*** Data
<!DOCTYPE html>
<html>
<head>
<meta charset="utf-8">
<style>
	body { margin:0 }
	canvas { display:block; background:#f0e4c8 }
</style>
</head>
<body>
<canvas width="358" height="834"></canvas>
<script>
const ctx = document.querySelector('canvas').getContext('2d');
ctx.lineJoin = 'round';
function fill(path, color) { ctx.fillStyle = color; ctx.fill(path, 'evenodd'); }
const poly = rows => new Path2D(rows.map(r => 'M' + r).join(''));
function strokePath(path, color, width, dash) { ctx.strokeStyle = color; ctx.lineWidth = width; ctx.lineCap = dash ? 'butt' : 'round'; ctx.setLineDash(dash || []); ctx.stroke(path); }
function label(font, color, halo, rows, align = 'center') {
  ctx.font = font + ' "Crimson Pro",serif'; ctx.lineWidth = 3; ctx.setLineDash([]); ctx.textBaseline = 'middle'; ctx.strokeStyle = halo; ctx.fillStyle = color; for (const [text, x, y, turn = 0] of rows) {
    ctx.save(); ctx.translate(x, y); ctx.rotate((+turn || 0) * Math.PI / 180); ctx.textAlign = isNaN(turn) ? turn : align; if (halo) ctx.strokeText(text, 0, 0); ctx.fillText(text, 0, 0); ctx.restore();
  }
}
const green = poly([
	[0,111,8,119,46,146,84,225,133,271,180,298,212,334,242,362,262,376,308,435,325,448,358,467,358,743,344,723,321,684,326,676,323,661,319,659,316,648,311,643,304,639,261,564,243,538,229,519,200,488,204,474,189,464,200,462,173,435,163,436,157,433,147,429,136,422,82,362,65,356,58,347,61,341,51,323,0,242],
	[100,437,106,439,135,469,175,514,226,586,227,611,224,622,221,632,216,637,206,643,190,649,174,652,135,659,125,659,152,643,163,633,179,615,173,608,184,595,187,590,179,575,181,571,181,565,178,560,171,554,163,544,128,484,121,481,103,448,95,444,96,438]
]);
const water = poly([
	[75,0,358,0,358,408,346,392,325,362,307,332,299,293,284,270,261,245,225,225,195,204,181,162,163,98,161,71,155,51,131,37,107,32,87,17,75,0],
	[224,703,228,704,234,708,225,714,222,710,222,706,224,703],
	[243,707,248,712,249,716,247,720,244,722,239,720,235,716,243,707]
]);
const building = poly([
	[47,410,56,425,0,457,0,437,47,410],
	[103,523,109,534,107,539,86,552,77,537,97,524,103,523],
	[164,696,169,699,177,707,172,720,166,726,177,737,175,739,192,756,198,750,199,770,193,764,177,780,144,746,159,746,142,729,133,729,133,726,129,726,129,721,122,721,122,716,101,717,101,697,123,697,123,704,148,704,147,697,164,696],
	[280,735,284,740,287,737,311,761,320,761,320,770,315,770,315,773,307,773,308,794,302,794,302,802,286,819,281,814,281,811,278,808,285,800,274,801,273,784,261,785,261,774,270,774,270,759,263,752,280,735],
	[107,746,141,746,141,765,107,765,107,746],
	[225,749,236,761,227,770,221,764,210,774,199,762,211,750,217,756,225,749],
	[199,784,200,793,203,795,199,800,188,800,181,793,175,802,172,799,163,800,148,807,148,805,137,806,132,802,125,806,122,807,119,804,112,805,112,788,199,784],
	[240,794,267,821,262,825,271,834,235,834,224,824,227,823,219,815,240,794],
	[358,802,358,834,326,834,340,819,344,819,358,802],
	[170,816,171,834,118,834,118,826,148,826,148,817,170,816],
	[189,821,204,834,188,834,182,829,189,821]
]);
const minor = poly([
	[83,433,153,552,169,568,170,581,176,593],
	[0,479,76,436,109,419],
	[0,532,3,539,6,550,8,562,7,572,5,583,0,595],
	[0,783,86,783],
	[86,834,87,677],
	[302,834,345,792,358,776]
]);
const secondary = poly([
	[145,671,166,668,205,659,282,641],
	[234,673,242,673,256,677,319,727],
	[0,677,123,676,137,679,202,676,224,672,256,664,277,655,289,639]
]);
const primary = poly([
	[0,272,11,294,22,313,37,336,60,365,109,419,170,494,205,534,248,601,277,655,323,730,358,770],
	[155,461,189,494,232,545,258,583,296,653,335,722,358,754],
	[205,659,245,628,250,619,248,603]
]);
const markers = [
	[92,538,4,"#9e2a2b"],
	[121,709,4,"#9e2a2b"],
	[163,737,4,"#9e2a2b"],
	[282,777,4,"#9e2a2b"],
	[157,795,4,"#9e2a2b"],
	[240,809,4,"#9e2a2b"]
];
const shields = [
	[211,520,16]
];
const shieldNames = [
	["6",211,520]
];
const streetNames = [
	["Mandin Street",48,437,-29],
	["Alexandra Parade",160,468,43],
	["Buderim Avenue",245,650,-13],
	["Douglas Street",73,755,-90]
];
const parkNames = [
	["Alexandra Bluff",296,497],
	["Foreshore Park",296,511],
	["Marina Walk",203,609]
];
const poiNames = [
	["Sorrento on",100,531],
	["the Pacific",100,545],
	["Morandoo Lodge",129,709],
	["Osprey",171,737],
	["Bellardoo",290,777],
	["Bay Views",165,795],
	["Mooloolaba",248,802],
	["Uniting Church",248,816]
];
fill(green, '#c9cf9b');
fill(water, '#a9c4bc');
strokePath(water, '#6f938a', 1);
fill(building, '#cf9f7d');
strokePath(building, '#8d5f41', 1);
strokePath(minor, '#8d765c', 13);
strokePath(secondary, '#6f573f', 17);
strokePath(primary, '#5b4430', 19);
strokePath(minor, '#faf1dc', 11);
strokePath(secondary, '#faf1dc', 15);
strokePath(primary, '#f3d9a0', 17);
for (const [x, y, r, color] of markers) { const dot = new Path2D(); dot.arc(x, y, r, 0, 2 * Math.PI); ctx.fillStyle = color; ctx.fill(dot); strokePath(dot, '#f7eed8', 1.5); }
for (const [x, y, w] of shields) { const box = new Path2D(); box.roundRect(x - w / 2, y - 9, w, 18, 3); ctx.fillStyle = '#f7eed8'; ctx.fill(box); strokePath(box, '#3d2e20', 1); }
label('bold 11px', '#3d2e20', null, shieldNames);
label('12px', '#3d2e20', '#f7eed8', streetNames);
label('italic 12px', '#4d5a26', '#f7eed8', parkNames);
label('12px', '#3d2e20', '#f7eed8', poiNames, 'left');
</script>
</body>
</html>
******
*** Data
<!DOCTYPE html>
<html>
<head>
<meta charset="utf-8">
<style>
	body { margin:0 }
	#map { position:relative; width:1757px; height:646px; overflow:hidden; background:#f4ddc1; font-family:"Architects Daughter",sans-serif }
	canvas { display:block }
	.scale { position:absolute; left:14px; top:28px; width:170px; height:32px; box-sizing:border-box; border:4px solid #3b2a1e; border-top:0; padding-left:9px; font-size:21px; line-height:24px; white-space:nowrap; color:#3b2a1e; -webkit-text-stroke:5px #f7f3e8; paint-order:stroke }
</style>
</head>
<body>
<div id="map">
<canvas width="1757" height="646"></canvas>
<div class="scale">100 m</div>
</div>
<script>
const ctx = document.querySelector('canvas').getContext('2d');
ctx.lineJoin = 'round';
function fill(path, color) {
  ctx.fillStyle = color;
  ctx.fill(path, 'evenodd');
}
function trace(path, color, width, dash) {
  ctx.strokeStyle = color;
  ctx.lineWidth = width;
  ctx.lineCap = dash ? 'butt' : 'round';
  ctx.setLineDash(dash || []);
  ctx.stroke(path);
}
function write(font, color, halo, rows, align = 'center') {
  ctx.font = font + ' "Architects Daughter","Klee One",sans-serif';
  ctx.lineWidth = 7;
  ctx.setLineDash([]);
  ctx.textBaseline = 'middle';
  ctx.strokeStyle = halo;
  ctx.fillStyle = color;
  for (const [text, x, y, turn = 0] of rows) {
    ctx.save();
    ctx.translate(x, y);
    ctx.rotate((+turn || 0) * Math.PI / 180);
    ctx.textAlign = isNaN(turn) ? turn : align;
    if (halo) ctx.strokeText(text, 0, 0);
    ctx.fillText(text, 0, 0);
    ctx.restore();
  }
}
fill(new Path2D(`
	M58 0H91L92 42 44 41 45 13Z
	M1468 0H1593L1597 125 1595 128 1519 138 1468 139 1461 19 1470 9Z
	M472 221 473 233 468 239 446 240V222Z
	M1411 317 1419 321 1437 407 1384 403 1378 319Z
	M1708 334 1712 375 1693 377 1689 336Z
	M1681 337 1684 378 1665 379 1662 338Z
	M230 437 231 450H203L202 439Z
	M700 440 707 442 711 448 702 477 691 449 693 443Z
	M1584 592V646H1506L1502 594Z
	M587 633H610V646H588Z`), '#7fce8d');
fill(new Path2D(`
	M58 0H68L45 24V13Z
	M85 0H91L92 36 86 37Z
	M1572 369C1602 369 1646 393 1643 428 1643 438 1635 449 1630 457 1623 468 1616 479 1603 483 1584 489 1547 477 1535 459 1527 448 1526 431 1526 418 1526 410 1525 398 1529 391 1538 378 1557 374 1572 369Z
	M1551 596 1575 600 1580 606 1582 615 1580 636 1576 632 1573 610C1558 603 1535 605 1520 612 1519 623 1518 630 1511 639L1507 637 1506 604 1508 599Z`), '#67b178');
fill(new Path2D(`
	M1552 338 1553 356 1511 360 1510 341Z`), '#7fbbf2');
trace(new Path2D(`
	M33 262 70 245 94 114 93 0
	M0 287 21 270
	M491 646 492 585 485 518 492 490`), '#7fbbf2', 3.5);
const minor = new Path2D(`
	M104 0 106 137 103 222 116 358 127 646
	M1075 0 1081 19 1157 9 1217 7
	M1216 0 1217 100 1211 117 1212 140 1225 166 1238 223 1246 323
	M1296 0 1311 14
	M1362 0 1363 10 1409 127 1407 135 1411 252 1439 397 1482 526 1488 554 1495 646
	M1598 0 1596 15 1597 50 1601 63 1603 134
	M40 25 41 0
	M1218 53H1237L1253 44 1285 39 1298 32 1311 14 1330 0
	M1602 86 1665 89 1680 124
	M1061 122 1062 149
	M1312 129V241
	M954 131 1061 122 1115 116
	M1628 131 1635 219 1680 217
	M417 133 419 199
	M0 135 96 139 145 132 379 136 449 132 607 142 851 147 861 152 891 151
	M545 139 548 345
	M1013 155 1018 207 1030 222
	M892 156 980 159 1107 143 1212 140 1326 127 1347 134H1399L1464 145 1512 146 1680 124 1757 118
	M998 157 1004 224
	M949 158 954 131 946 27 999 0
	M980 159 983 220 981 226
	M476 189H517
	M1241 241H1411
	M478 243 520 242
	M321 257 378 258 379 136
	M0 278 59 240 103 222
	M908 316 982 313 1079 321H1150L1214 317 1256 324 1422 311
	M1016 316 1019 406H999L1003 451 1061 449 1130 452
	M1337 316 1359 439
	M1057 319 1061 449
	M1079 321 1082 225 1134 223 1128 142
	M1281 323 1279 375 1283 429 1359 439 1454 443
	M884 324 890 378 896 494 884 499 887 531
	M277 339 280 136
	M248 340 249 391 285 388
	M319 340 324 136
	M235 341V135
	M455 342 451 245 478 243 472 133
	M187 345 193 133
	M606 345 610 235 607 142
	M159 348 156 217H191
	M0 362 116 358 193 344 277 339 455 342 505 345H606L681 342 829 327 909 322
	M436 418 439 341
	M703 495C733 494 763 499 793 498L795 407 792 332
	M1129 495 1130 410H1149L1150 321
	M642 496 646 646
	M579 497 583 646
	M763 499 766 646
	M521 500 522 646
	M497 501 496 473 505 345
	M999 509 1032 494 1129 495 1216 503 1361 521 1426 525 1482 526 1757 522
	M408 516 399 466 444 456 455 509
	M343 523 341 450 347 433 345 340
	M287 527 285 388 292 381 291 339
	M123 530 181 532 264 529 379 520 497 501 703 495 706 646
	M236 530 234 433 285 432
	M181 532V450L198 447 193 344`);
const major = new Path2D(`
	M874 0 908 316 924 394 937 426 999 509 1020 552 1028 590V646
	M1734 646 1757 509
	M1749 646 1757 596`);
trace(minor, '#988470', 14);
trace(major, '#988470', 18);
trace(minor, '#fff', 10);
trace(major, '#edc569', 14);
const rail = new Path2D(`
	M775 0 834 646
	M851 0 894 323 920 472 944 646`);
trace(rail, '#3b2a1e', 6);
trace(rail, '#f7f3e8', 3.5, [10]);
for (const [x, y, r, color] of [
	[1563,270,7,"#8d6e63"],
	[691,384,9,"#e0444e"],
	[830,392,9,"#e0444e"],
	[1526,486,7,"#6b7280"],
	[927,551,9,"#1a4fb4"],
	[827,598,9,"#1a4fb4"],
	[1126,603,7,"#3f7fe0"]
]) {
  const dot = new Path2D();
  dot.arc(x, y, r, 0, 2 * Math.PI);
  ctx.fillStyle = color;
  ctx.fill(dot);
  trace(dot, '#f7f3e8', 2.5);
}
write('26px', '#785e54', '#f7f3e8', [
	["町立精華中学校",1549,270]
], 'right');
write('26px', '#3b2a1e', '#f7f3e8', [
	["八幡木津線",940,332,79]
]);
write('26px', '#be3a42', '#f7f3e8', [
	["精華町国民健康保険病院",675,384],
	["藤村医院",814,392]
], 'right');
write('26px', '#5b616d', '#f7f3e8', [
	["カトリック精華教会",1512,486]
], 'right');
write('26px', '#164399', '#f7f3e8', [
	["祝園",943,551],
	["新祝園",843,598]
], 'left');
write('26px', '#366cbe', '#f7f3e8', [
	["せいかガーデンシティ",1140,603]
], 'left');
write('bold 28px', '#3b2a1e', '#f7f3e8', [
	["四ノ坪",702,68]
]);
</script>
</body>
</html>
******
Instructions to follow:
Write out every line of the data that holds the word "lineWidth".

Problem solution:
function strokePath(path, color, width, dash) { ctx.strokeStyle = color; ctx.lineWidth = width; ctx.lineCap = dash ? 'butt' : 'round'; ctx.setLineDash(dash || []); ctx.stroke(path); }
  ctx.font = font + ' "Crimson Pro",serif'; ctx.lineWidth = 3; ctx.setLineDash([]); ctx.textBaseline = 'middle'; ctx.strokeStyle = halo; ctx.fillStyle = color; for (const [text, x, y, turn = 0] of rows) {
  ctx.lineWidth = width;
  ctx.lineWidth = 7;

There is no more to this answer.